Certains alliés européens des nazis leur emboîtèrent le pas. Ainsi, en Roumanie, Ion Antonescu, imitateur local d’Hitler, fit procéder à la stérilisation des Tziganes pour éviter « la dégénérescence de la race roumaine ». Puis il les fit déporter massivement vers la province roumaine de Transnistrie. Victimes de la faim, du froid et du typhus, 30 000 à 50 000 seraient morts.

Dans la Croatie, déclarée indépendante de la Yougoslavie, les Oustachis d’Ante Pavelic, un autre dictateur fasciste, procédèrent à l’extermination d’une quarantaine de milliers de Tziganes, entre 1941 et 1945, dans le camp de Jasenovac.

La France n’échappa pas totalement à cette folie. Sur ordre de l’occupant, environ 3000 Tziganes furent internés en 1940, dans les camps d’Argelès-sur-Mer et du Barcarès, dans les Pyrénées Orientales. Si, chez nous, il n’y a pas eu déportations systématiques, le 15 janvier 1944, faut-il rappeler, 145 Tziganes, porteurs de la nationalité française, furent déportés de Belgique vers le camp d’Auschwitz-Birkenau.

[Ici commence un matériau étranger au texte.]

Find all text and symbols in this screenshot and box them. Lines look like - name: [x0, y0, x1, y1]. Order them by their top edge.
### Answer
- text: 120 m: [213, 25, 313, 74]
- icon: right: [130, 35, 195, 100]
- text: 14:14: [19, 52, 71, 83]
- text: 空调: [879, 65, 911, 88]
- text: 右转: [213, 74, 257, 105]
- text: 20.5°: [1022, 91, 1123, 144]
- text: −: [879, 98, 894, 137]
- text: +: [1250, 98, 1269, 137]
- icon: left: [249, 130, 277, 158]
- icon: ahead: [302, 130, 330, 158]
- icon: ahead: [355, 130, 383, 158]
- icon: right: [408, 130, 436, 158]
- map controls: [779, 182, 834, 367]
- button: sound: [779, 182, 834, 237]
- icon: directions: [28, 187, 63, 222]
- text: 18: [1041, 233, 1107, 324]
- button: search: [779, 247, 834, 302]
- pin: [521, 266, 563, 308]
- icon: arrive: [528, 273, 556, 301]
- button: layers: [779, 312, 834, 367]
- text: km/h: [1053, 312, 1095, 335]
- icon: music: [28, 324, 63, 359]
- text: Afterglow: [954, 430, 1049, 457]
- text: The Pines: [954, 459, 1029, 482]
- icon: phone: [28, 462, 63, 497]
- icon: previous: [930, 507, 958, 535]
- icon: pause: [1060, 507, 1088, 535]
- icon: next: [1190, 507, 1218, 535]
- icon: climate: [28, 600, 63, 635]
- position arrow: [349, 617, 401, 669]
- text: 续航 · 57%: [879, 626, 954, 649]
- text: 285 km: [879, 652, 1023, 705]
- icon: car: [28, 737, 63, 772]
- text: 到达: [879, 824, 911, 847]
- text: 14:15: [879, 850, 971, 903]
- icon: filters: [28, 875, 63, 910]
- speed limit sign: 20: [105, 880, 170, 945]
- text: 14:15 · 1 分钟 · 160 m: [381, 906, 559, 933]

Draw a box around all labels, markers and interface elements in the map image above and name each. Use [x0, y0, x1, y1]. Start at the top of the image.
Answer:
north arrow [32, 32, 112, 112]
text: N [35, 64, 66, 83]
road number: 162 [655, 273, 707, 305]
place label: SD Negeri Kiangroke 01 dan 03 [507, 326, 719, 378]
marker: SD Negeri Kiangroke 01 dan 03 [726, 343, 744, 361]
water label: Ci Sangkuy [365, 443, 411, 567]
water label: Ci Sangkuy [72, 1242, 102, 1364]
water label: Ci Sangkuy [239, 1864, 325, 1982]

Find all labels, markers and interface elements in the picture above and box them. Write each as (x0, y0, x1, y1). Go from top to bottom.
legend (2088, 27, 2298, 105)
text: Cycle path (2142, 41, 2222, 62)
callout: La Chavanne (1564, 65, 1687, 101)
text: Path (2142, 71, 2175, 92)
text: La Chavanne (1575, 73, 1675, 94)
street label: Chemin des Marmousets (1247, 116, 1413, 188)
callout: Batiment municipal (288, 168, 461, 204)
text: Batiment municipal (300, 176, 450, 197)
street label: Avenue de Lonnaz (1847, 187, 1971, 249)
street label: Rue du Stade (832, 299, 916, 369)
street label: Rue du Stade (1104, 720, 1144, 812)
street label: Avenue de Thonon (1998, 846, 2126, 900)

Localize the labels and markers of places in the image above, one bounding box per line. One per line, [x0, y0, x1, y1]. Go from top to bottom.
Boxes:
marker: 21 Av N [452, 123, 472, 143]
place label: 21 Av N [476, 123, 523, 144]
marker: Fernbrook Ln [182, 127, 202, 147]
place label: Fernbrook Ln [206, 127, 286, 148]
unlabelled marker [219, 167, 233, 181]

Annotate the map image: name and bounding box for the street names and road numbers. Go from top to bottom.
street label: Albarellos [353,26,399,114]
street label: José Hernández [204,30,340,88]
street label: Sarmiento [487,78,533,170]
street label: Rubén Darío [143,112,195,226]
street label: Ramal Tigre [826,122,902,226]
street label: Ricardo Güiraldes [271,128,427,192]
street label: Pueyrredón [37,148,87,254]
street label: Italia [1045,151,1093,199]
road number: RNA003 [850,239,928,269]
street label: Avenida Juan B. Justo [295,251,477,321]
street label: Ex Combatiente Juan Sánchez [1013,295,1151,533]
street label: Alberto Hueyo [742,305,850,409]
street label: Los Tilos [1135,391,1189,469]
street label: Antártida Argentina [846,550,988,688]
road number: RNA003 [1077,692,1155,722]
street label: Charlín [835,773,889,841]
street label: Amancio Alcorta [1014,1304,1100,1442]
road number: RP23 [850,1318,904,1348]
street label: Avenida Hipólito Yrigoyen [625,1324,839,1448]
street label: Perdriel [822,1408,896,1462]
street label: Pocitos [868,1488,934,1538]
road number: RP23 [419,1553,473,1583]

Les nazis, fiers de leur oeuvre, affirmèrent avoir exterminé la moitié des Tziganes vivant en Europe. Les historiens parlent de 240 000 morts. Pourtant, au procès de Nuremberg, on ne mentionna même pas cette « autre » Shoah. Sans entrer dans une compétition mémorielle, pourquoi parle-t-on toujours, jusqu’au harcèlement, de la « catastrophe » des uns et jamais de celle des autres ?

Jean Isnard

Notes


(1) Les Einsatzgruppen, ou Groupes d’intervention, étaient des unités paramilitaires chargées de la liquidation sur place des opposants, des Juifs et des Tziganes dans les territoires de l’Est où progressaient les armées allemandes. Ils étaient formés de SS et d’auxiliaires locaux.
(2) On est là dans la fantasmagorie nazie. Le nom d’Aryens, que donnait cette idéologie aux Allemands, est attesté dans plusieurs cultures. Parties au cours des millénaires de la steppe asiatique pour conquérir l’Europe et une partie de l’Asie, au moins certaines tribus indo-européennes, se reconnaissaient sous cette désignation. Son usage, encore actuel, en Iran et en Inde, servit aux nazis pour mettre sur pied une théorie raciale, reposant pour partie sur des mythes fabriqués. Ceci explique la polémique suscitée à propos des Tziganes.